HyPPO is a program that takes as input as set of gene sequences (DNA or AA) and predicts the orthology clusters (primary orthologs) and the inter-cluster orthologs (secondary orthologs).

To use the default settings, run

> python3 hyppo.py --infiles=myfile1.fa,myfile2.fa,myfile3.fa --workdir=./work --outdir=./out

where the files, separated by a comma, are aligned fasta of phylip sequence files.
If the sequences are not aligned, a naive Needleman-Wunsch implementation that maximizes identical pairs will be used. There are also options to use other alignment software (see below) - if so mafft is recommended as it wields the most accurate results on simulations. The gene names must have the format SPECIES__GENE to identify their species (the format can be changed, see below).

It is highly recommended to specify a --workdir=[workdir] directory, as HyPPO can create many temporary files. An --outdir=[outdir] directory can also be specified. The modules to be used by HyPPO can also be specified, see below for more information.

The experiments/ directory contains the script that were used to simulate the trees and run the experiments. Please refer to experiments/README.txt for more information.
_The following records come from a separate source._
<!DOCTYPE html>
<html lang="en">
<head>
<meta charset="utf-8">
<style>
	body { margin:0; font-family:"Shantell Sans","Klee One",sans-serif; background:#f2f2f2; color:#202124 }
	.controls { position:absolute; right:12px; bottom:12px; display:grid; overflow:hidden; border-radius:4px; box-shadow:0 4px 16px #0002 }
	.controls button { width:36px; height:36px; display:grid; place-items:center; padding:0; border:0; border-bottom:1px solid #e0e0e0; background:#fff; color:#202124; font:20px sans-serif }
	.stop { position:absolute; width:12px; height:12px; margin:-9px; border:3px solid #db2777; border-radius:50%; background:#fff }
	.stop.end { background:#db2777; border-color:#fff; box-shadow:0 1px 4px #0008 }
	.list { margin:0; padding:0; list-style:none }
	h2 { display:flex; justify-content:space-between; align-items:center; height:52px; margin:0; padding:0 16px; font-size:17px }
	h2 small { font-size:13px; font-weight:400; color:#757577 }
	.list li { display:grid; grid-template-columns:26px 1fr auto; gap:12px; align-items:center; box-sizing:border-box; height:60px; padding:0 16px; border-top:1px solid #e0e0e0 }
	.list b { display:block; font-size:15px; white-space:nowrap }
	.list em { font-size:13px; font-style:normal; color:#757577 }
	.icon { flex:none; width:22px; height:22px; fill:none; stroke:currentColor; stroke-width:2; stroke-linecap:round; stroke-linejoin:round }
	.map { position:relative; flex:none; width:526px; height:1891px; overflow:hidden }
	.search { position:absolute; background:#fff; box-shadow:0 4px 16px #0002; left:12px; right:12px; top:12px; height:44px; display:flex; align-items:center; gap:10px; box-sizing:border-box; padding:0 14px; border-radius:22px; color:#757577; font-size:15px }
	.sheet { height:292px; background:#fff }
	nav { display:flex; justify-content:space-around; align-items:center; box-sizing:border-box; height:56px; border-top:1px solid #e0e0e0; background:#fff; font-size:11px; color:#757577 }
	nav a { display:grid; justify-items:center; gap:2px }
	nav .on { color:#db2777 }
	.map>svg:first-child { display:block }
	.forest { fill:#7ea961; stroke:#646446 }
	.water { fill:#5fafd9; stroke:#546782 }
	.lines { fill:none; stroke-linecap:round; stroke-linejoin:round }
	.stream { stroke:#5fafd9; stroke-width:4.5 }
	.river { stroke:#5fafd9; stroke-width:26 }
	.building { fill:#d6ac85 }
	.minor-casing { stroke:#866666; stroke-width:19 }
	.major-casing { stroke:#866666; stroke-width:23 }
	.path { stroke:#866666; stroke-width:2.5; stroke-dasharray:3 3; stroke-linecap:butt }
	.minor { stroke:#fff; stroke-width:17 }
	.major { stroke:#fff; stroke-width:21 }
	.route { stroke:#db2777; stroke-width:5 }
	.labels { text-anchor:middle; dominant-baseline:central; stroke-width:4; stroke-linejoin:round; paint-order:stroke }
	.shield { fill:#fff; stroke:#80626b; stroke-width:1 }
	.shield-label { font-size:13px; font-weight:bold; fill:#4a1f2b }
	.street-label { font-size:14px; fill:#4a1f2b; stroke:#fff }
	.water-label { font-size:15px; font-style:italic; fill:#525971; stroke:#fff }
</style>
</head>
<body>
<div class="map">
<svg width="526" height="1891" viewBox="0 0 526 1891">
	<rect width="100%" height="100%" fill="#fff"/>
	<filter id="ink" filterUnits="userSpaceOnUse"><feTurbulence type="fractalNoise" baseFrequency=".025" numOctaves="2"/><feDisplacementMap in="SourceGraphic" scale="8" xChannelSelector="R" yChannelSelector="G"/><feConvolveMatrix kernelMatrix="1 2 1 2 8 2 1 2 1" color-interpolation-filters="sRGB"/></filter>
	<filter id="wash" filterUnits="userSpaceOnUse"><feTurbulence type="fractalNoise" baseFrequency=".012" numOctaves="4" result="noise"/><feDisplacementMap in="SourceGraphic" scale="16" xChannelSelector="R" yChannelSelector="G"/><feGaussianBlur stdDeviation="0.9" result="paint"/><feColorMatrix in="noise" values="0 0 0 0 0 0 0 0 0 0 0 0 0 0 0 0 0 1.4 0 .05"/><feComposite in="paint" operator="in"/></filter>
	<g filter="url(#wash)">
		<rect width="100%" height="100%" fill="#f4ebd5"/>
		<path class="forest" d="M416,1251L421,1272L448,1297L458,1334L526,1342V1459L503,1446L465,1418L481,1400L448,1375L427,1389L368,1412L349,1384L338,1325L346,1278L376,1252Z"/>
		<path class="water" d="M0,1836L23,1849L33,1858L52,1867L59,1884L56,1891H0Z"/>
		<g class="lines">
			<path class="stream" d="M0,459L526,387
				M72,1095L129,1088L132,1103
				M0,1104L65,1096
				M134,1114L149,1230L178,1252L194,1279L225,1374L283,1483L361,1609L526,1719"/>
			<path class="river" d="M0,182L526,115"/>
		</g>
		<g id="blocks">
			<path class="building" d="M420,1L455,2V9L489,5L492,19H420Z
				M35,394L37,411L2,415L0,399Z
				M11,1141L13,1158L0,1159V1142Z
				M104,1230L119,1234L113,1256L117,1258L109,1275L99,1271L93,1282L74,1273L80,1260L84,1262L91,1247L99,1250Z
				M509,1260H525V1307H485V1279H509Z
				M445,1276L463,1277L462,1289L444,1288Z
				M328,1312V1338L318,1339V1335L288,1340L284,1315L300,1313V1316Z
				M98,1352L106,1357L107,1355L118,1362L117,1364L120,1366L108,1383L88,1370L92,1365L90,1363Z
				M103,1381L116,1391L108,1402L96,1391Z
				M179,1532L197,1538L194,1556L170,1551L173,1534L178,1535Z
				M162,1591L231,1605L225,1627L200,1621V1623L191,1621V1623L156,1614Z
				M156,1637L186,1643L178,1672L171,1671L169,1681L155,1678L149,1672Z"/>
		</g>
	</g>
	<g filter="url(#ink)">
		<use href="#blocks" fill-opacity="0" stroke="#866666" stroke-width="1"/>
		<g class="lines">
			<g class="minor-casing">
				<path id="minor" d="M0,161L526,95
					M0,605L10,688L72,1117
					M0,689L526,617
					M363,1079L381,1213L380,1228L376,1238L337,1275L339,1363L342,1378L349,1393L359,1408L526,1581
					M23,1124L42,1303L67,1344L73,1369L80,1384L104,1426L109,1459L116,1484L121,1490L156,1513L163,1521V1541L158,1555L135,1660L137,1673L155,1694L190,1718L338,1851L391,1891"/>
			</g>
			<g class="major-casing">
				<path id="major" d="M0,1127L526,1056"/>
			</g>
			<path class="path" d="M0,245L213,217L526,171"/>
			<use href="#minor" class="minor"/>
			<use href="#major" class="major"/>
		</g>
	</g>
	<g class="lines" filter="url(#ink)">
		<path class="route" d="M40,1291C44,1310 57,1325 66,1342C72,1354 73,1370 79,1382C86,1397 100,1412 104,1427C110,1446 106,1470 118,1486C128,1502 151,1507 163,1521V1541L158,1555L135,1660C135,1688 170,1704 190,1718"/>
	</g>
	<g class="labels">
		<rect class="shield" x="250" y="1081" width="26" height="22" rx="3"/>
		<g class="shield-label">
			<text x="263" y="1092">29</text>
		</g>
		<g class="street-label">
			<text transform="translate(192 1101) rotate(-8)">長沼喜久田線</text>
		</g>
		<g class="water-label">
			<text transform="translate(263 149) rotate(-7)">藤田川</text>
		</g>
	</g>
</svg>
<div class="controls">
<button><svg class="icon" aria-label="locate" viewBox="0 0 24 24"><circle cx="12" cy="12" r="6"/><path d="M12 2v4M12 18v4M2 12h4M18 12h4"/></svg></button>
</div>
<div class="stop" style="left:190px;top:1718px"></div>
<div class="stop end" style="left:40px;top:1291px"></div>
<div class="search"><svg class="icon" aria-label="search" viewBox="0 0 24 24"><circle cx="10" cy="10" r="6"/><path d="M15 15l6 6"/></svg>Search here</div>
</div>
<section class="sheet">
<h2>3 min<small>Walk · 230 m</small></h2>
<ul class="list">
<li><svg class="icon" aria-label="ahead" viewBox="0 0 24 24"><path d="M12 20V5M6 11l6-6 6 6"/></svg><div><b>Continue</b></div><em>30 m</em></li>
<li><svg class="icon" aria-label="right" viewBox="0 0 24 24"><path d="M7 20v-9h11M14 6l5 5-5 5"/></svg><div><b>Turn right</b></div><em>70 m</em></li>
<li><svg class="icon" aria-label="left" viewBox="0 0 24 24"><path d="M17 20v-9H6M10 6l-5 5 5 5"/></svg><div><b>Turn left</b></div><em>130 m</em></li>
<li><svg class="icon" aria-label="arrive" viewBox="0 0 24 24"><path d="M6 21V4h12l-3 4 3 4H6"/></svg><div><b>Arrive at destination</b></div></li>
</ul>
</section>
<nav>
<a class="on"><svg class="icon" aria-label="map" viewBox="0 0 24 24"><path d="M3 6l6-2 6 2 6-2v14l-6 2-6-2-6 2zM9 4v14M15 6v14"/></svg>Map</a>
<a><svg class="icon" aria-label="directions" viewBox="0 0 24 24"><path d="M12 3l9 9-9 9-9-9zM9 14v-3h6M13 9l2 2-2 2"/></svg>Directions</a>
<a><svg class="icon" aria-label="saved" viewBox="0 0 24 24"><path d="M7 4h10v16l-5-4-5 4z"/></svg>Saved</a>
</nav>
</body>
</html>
Prerequisites, compiling and running

The program is divided in modules, each of which can be implemented independently.
The core of HyPPO requires python 3 to run (it should in principle work with python 2, but this was not tested). The default modules provided are implemented in C++, and must be compiled.

These modules are all part of the OCR program. OCR stands for Orthology Cluster Recovery - though the program does more than that now. To compile, navigate to the OCR directory and run

./configure make make install

** The OCR binary should be installed in your home bin directory. If not accessible, the compiled OCR binary will be in the OCR/src directory. This binary can be used, or copied anywhere else, but importantly the executable must be accessible through the PATH environment variable.

If you cannot compile, contact me at manuel.lafond@USherbrooke.ca

The HyPPO pipeline

HyPPO proceed in four main steps (with step 3 split into 2 substeps)

  1. compute a score between every pair of genes.

  2. compute the set of orthology clusters from these scores

3.a) compute a species tree from these clusters (skipped if a species tree is provided)

3.b) re-compute orthology clusters given the constructed species tree (optional)

  1. compute orthologies between genes from distinct clusters

By default, step 3.b is not performed, as the added value of the species tree is not fully understood at the moment. Nonetheless, if this step is performed (through a command line argument), it is possible to loop through steps 3.a and 3.b until convergence, as the new clusters found at step 3.b can be used to obtain a better species tree. A maximum number of iterations can be specified.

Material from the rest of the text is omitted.